The South Korean military’s assessment that the projectiles were missiles - a classification that it has avoided making for a test conducted last Saturday - may be based on the fact that they were fired from near the west coast in the direction of the East Sea, possibly going across the entire country.
The Blue House on Thursday expressed “grave concern” about the launches, saying they did not help alleviate military tension on the Korean Peninsula. South Korean President Moon Jae-in was due to make a live public address Thursday evening in commemoration of his second year in office.
In addition, Seoul may produce a joint statement with Japan and the United States reacting to the launches since top diplomatic and security officials were in consultation in Seoul when the North made its surprise launch on Thursday.

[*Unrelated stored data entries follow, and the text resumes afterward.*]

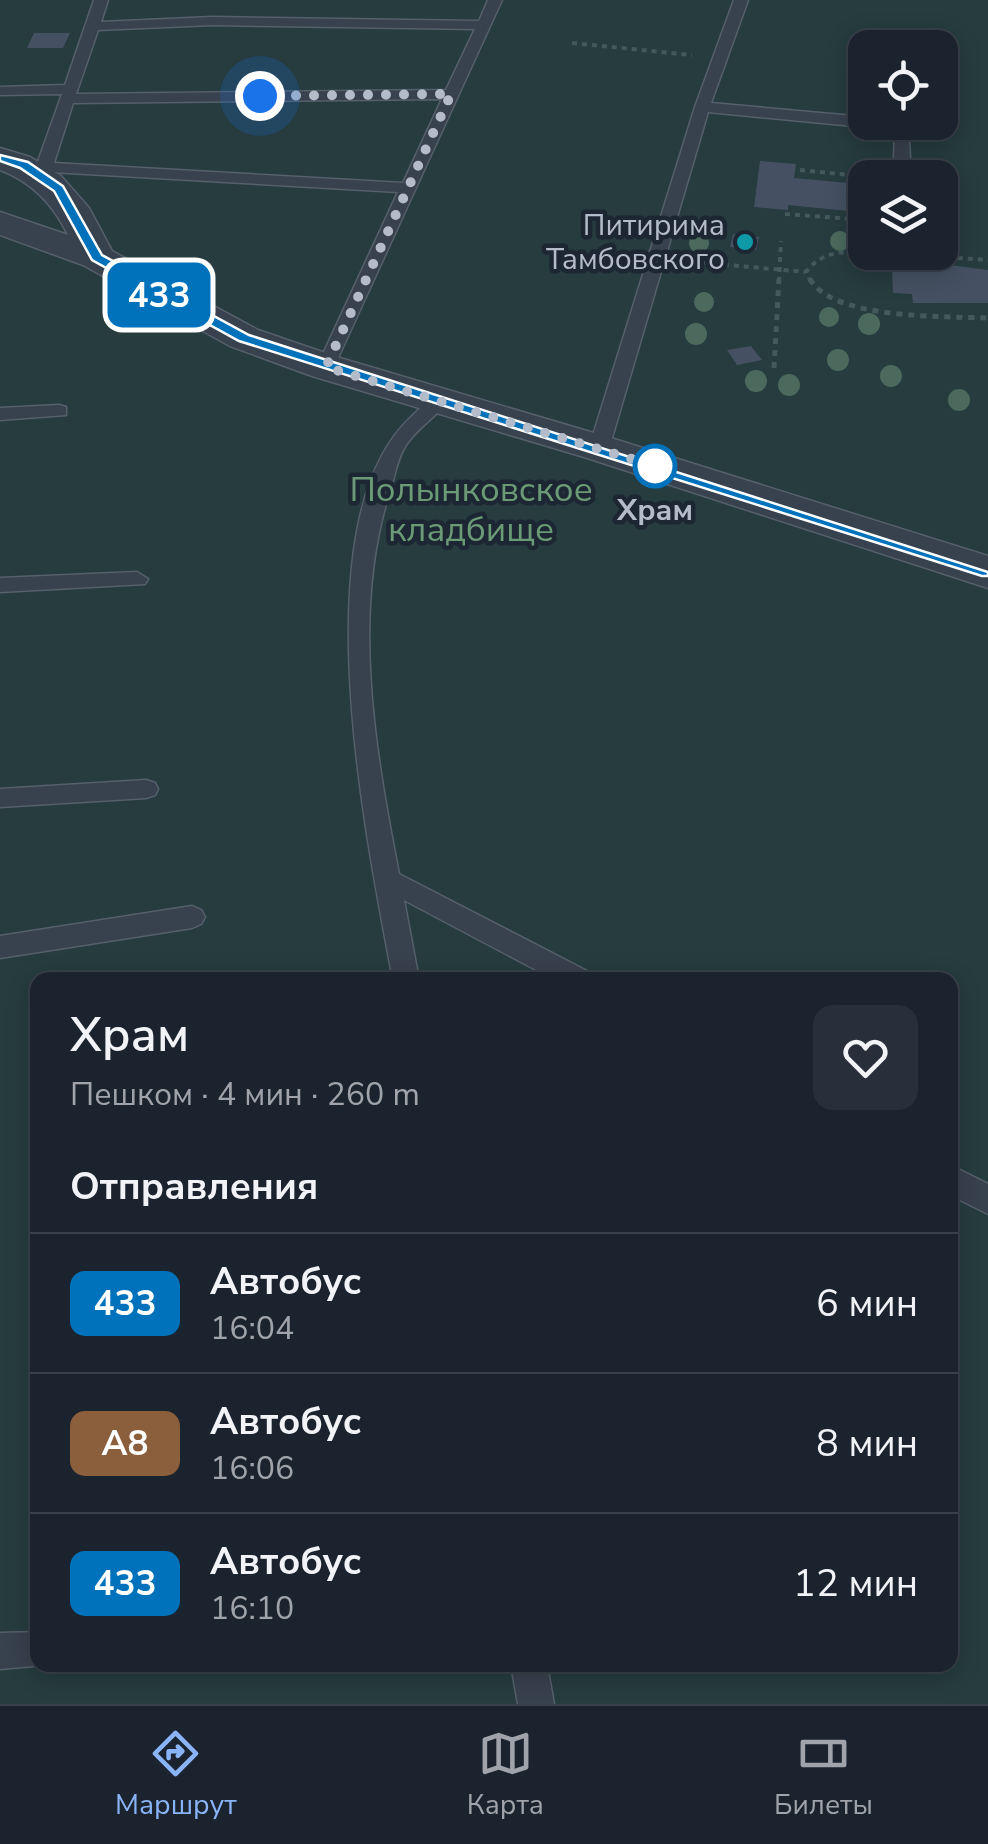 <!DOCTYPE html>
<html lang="ru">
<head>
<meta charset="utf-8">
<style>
	:root { --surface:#1b232e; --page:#282f3a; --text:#f1f3f6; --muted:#a0a4aa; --line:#39404a; --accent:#8ab4f8 }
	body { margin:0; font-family:"Nunito Sans",sans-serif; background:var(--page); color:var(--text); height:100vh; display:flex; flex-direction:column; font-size:38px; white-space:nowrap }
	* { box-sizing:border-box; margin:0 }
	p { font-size:32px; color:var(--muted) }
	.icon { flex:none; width:55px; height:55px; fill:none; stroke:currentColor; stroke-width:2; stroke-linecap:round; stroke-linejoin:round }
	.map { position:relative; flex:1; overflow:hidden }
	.sheet { position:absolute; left:30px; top:972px; width:928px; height:700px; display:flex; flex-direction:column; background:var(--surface); border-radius:20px; box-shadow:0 5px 25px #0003,0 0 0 2px var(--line) }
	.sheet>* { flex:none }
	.badge { padding:0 20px; border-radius:15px; font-size:35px; line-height:65px }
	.tools { position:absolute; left:848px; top:30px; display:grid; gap:20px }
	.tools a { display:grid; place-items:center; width:110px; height:110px; border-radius:20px; background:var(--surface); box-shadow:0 5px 25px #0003,0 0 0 2px var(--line); font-size:50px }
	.you { position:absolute; width:50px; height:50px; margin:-25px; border:8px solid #fff; border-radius:50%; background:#1a73e8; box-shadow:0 0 0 15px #1a73e833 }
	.map>.badge { position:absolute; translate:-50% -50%; box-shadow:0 0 0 5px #fff }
	h2 { padding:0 40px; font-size:38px; line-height:90px }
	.round { display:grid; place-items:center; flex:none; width:105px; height:105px; border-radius:20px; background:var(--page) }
	.summary { display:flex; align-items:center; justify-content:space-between; height:170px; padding:0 40px }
	h1 { font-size:48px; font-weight:600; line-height:75px }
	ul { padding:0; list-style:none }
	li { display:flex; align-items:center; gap:30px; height:140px; padding:0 40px; border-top:2px solid var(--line) }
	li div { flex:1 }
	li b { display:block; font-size:38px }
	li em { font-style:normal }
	li .badge { min-width:110px; font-weight:700; text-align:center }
	.menu { display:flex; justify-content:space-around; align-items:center; height:140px; border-top:2px solid var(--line); background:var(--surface); font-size:28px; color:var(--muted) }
	.menu a { display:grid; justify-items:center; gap:5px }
	.menu .active { color:var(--accent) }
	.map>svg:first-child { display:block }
	.green { fill:#263c3f; fill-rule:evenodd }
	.building { fill:#455162 }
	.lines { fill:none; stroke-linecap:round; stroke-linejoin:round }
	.service-casing { stroke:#565f6c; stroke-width:3 }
	.tertiary-casing { stroke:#565f6c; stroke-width:3 }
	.path-far1 { stroke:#44595c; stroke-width:4; stroke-dasharray:5 5; stroke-linecap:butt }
	.path { stroke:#44595c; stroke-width:5; stroke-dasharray:6 6; stroke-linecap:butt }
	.service { fill:#38414e; fill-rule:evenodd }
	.tertiary { fill:#38414e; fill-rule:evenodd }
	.tree { fill:#4b6a5d }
	.line { fill:#0072bc; stroke:#fff; stroke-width:2.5 }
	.walk { stroke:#b4bcc9; stroke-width:10; stroke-dasharray:0 18 }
	.culture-dot { fill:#0f9aa8; stroke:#1d2633; stroke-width:4 }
	.stop-dot { fill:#fff; stroke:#0072bc; stroke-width:5 }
	.labels { text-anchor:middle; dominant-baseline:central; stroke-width:9; stroke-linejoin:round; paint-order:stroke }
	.far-poi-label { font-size:30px; fill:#b4bcc9; stroke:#1d2633; text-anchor:end }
	.far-stop-label { font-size:30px; font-weight:bold; fill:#b4bcc9; stroke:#1d2633 }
	.park-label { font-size:35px; fill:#6b9a76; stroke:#1d2633 }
</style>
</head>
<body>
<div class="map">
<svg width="988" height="1704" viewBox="0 0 988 1704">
	<rect width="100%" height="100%" fill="#242f3e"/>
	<!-- green -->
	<path class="green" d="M0,0h988v1704h-988zM865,48h75v74h-75zM865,178h75v74h-75zM38,980h912v685h-912z"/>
	<!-- building -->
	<path class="building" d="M34,33h36l-7,15h-36z
		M760,161l36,3 -2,14 66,6 -1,7h6v14l-7,-1v8l-70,-7v5l-34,-3z
		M733,234l26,3 -3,13 -26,-3z
		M910,260l78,10v33h-75l-1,-9 -19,-1 -1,-26 19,1z
		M751,346l11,14 -25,5 -10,-15z"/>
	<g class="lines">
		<defs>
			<path id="service" d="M94,0h14l-7,22 111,-5 267,4 9,-21h14l-170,371h-12l-3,-4 81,-175 -347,-20 -3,5h-12v-10l26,-73 -62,1v-8l65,-2zM212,25l263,4 -29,61 -370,4 22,-64zM442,99l-39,84 -349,-20 19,-60z
				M734,0h14l-37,103 154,14v5l43,1 2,35 -8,5 -8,-5 1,-28 -187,-18 -99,336 -3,4h-14l-3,-4 106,-341z
				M439,395l9,6c-12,16 -31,27 -42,44 -8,12 -11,29 -15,43 -41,123 -16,262 8,386l190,98 4,8h-38l-151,-80 15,80h-26c-25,-135 -94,-457 17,-562 9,-8 17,-19 29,-23z
				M59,405l7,2v8l-66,5v-12z
				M137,572l11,7 -3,5 -145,8v-14z
				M146,780l9,3 3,6 -3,6 -9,3 -146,9v-18z
				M192,906l9,4 4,7 -4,7 -9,4 -192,30v-22z
				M950,1165l38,19v30l-38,-19z
				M38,1632v33h7l-45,4v-36z
				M511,1665h36l7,39h-36z"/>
			<path id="tertiary" d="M0,148l30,9 31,19 28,32 23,43 146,79 82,28 274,81 374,117v32l-404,-131 -272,-81 -82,-30 -147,-81 -83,-30v-23l68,23c-15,-31 -36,-53 -68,-65z"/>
		</defs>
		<!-- service casing -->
		<use href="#service" class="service-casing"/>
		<!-- tertiary casing -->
		<use href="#tertiary" class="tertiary-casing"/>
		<!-- path-far1 -->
		<path class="path-far1" d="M572,43l120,12
			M800,170l79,8
			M785,214l80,6
			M868,252l120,8
			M684,261l122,11
			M779,282l2,-41
			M811,282l-5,-10c15,-20 36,-21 59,-20"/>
		<!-- path -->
		<path class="path" d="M810,279c23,41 135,37 178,39
			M774,368l5,-89"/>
		<!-- service -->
		<use href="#service" class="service"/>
		<!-- tertiary -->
		<use href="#tertiary" class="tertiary"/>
	</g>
	<!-- trees -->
	<g class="tree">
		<circle cx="840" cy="241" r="10"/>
		<circle cx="699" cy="243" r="10"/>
		<circle cx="704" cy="302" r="10"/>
		<circle cx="829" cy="317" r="10"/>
		<circle cx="869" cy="324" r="11"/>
		<circle cx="696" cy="334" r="11"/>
		<circle cx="838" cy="360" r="11"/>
		<circle cx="891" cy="376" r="11"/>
		<circle cx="756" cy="381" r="11"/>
		<circle cx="789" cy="385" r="11"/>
		<circle cx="959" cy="400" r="11"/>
	</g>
	<!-- line -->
	<path class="line" d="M0,155l28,7 35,24 39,69 147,80 739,237v4h-6l-743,-235 -147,-81 -38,-69 -34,-23 -20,-7z"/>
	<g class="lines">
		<!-- walk -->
		<path class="walk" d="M260,96l191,-2 -125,273 329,99"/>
	</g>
	<!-- markers -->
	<circle class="culture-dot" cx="745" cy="242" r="10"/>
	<circle class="stop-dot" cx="655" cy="466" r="20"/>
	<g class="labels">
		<!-- far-poi labels -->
		<g class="far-poi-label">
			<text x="725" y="225">Питирима<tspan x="725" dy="34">Тамбовского</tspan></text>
		</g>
		<!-- far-stop labels -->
		<g class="far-stop-label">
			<text x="655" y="510">Храм</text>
		</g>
		<!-- park labels -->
		<g class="park-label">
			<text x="471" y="489">Полынковское<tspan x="471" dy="40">кладбище</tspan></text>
		</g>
	</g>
</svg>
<div class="tools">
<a><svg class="icon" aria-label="locate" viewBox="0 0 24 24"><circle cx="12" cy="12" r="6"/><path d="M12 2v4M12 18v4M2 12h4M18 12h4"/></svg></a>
<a><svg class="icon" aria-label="layers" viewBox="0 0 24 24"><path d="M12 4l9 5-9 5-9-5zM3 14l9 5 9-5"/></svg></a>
</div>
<div class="you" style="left:260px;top:96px"></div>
<b class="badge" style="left:159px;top:295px;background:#0072bc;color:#fff">433</b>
<section class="sheet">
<div class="summary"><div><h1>Храм</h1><p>Пешком · 4 мин · 260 m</p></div><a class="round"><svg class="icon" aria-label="heart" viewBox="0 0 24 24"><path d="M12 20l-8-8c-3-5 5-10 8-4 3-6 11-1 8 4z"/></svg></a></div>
<h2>Отправления</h2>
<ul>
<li><span class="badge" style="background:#0072bc;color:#fff">433</span><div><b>Автобус</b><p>16:04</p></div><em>6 мин</em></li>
<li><span class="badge" style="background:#8b5e3c;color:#fff">А8</span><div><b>Автобус</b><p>16:06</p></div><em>8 мин</em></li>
<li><span class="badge" style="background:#0072bc;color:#fff">433</span><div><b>Автобус</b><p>16:10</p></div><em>12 мин</em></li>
</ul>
</section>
</div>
<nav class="menu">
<a class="active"><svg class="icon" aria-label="directions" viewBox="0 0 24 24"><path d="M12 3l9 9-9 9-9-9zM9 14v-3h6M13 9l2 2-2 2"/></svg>Маршрут</a>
<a><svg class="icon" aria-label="map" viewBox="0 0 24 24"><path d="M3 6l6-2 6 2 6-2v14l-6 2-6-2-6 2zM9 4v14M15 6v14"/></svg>Карта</a>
<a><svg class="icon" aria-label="tickets" viewBox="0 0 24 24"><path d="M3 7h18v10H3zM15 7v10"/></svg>Билеты</a>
</nav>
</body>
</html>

The launch came only five days after Pyongyang fired a host of projectiles from a base near Wonsan, Kangwon Province, on its eastern coast last Saturday that included what the U.S. Department of Defense on Wednesday labeled a “rocket and missile.”
Sino-ri is believed to house a regiment-sized military base equipped with Rodong-1 medium-range ballistic missiles (MRBM), identified last January through satellite footage by experts at Beyond Parallel, a program of the U.S.-based Center for Strategic and International Studies (CSIS).

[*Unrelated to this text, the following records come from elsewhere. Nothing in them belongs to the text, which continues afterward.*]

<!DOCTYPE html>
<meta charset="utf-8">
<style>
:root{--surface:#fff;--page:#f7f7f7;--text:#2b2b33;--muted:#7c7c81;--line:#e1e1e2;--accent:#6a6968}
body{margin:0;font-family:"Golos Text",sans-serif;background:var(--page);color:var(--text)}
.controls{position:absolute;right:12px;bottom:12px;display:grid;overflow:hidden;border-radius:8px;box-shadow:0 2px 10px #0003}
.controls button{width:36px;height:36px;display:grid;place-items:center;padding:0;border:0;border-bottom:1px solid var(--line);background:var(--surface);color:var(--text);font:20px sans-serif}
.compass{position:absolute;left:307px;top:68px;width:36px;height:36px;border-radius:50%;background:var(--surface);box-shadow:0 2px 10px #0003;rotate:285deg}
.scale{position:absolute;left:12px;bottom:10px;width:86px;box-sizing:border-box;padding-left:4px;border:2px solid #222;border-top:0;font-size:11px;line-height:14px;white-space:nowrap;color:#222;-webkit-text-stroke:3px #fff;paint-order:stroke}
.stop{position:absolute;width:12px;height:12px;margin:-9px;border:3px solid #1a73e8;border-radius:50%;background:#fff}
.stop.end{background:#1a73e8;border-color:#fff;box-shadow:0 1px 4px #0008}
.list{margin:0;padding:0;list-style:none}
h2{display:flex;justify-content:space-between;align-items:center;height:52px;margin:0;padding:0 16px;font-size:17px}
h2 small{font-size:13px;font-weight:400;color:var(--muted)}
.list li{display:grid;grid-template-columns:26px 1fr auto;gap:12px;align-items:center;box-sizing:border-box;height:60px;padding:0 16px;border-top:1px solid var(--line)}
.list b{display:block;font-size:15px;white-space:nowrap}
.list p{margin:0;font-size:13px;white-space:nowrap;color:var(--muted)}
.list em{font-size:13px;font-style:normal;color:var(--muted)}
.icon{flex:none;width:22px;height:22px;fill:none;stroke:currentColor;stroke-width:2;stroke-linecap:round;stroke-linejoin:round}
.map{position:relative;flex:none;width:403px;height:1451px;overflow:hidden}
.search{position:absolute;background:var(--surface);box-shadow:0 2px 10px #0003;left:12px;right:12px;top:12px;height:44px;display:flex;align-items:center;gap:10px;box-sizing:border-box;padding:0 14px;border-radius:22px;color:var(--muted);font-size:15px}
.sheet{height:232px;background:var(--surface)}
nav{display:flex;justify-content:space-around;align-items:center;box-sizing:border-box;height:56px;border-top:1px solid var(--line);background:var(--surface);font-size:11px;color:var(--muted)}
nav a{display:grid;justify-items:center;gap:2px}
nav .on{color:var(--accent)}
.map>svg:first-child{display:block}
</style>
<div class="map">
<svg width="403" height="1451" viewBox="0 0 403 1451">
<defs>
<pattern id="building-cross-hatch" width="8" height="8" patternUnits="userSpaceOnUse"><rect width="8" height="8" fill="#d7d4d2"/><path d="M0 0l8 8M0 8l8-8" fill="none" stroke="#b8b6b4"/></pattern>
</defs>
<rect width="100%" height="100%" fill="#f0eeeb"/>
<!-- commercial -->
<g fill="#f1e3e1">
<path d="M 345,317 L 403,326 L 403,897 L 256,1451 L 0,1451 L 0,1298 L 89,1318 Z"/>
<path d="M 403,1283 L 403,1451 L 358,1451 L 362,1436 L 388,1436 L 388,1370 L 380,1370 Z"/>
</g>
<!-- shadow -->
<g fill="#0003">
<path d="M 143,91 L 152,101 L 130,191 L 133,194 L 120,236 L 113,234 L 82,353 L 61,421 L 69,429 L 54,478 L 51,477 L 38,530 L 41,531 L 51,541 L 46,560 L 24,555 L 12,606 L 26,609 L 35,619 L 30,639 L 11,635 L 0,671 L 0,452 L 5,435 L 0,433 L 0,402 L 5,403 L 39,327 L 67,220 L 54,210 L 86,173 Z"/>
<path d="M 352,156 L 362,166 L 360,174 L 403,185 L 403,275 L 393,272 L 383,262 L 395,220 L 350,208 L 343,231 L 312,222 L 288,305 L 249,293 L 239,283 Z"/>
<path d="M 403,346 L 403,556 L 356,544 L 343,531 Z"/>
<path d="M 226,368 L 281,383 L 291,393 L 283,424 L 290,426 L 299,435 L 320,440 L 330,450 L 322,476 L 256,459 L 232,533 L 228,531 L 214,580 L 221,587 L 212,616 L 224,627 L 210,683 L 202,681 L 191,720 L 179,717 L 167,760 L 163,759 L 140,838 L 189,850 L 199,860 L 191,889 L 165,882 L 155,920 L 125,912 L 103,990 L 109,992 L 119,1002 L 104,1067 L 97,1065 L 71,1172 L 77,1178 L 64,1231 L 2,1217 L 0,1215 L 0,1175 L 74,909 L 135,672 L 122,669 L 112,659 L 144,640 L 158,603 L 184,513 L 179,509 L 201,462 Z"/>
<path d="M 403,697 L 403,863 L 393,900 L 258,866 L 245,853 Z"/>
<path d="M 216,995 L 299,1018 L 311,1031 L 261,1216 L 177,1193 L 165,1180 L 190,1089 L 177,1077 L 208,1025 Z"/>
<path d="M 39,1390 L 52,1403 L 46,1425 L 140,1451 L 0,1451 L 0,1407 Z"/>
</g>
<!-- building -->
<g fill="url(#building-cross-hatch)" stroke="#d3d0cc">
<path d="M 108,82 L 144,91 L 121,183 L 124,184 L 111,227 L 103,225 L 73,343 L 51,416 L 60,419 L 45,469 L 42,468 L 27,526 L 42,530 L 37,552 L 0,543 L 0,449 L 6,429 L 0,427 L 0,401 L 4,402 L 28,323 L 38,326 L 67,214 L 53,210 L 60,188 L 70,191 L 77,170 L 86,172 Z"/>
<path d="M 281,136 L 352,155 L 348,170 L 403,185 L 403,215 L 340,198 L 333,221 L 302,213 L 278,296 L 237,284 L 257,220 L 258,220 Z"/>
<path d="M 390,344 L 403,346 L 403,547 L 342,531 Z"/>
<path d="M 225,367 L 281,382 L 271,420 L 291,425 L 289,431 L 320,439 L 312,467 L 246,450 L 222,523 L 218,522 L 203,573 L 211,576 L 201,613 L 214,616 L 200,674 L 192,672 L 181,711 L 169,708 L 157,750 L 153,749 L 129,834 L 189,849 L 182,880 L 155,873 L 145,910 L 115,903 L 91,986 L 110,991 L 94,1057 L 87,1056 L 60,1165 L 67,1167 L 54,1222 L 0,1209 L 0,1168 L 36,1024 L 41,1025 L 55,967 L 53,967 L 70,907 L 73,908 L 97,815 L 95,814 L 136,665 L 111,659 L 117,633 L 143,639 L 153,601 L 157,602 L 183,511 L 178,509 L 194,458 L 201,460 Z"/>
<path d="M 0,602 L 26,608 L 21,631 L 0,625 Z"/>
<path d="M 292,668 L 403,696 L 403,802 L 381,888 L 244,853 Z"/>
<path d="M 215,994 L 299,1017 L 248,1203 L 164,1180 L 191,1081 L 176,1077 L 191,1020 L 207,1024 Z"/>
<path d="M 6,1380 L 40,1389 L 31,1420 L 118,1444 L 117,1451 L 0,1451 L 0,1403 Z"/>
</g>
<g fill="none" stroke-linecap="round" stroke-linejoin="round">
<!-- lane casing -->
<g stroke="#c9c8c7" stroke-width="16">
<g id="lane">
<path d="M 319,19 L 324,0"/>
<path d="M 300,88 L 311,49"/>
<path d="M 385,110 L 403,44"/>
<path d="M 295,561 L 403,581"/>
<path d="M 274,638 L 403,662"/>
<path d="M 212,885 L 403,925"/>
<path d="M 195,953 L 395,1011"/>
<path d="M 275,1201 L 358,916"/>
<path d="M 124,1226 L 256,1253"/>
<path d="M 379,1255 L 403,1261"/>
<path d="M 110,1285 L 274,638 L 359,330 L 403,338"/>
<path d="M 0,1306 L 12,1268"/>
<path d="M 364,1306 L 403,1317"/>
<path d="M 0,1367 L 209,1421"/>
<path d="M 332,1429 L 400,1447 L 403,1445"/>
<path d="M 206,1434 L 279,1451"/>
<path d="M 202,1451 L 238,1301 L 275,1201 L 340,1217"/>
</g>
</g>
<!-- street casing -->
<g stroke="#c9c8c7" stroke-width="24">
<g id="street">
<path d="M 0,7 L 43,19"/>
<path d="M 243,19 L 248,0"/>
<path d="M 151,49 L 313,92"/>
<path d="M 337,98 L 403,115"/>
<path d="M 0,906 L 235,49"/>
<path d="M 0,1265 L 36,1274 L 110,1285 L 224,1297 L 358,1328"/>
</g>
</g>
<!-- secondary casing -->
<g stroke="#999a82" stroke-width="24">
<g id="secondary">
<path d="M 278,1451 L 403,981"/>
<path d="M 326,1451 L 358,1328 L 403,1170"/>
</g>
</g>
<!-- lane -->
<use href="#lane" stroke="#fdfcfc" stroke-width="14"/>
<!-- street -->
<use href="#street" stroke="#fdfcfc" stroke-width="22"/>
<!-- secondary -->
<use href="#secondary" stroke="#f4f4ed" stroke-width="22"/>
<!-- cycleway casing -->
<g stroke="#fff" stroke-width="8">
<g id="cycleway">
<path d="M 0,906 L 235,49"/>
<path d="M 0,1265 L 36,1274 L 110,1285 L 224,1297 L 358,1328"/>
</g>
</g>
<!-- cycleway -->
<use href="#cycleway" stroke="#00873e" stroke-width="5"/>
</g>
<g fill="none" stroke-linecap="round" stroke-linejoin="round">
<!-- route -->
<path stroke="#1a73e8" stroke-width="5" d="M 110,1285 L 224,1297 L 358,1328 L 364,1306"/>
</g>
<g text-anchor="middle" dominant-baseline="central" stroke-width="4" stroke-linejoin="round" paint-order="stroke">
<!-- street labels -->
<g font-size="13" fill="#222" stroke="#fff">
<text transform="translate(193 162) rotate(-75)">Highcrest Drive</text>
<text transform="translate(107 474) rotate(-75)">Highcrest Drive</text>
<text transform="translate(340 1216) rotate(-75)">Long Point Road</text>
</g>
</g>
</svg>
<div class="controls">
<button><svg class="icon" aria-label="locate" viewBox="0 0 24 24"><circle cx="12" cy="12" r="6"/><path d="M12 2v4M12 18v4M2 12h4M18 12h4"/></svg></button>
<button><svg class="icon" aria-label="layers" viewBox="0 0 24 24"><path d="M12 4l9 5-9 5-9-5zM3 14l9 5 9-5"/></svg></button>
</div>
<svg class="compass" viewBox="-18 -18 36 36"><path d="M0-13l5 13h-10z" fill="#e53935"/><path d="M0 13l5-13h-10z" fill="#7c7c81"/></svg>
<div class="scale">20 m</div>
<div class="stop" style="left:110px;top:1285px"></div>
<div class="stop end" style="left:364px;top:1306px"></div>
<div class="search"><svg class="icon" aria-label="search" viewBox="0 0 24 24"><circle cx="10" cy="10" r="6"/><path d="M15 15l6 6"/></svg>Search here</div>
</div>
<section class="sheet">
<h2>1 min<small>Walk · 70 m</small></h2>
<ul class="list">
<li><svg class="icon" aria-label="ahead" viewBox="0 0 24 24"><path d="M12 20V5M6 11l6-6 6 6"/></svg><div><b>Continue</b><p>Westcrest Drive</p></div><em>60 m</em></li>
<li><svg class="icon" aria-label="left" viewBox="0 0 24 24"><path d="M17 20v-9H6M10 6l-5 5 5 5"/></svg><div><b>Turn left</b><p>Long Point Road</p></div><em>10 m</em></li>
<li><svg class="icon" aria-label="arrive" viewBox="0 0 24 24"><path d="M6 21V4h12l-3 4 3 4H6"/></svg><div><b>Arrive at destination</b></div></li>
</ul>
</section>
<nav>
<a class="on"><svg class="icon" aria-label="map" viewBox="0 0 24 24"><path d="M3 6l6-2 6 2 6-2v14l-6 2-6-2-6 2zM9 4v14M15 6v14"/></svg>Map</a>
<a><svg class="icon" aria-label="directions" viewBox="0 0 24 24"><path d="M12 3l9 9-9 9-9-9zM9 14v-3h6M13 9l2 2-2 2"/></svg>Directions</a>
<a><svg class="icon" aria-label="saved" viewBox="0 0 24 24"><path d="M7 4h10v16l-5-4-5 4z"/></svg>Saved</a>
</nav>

The experts called the base there “one of the oldest of approximately 20 undeclared missile operating bases” in the country, which apparently serves as a key site from which Pyongyang would, in the event of war, exercise nuclear or conventional first-strike capabilities at targets across the peninsula.
Rodong-1, also known as the Hwasong-7, missiles are ballistic weapons that the North developed in the mid-1980s as an adaptation of the Soviet Union’s so-called Scud missiles. According to a U.S. government estimate from 2006, Pyongyang is believed to own around 200 of these weapons, some of which have a range of about 1,200 to 1,500 kilometers - enough to target all of Japan.
If the projectiles fired Thursday were ballistic missiles, the North may have dialed up its provocations far beyond the level it displayed last week, which prompted alarm but also tolerant reactions from Seoul and Washington. That good will, however, may have gone up in flames with this latest launch.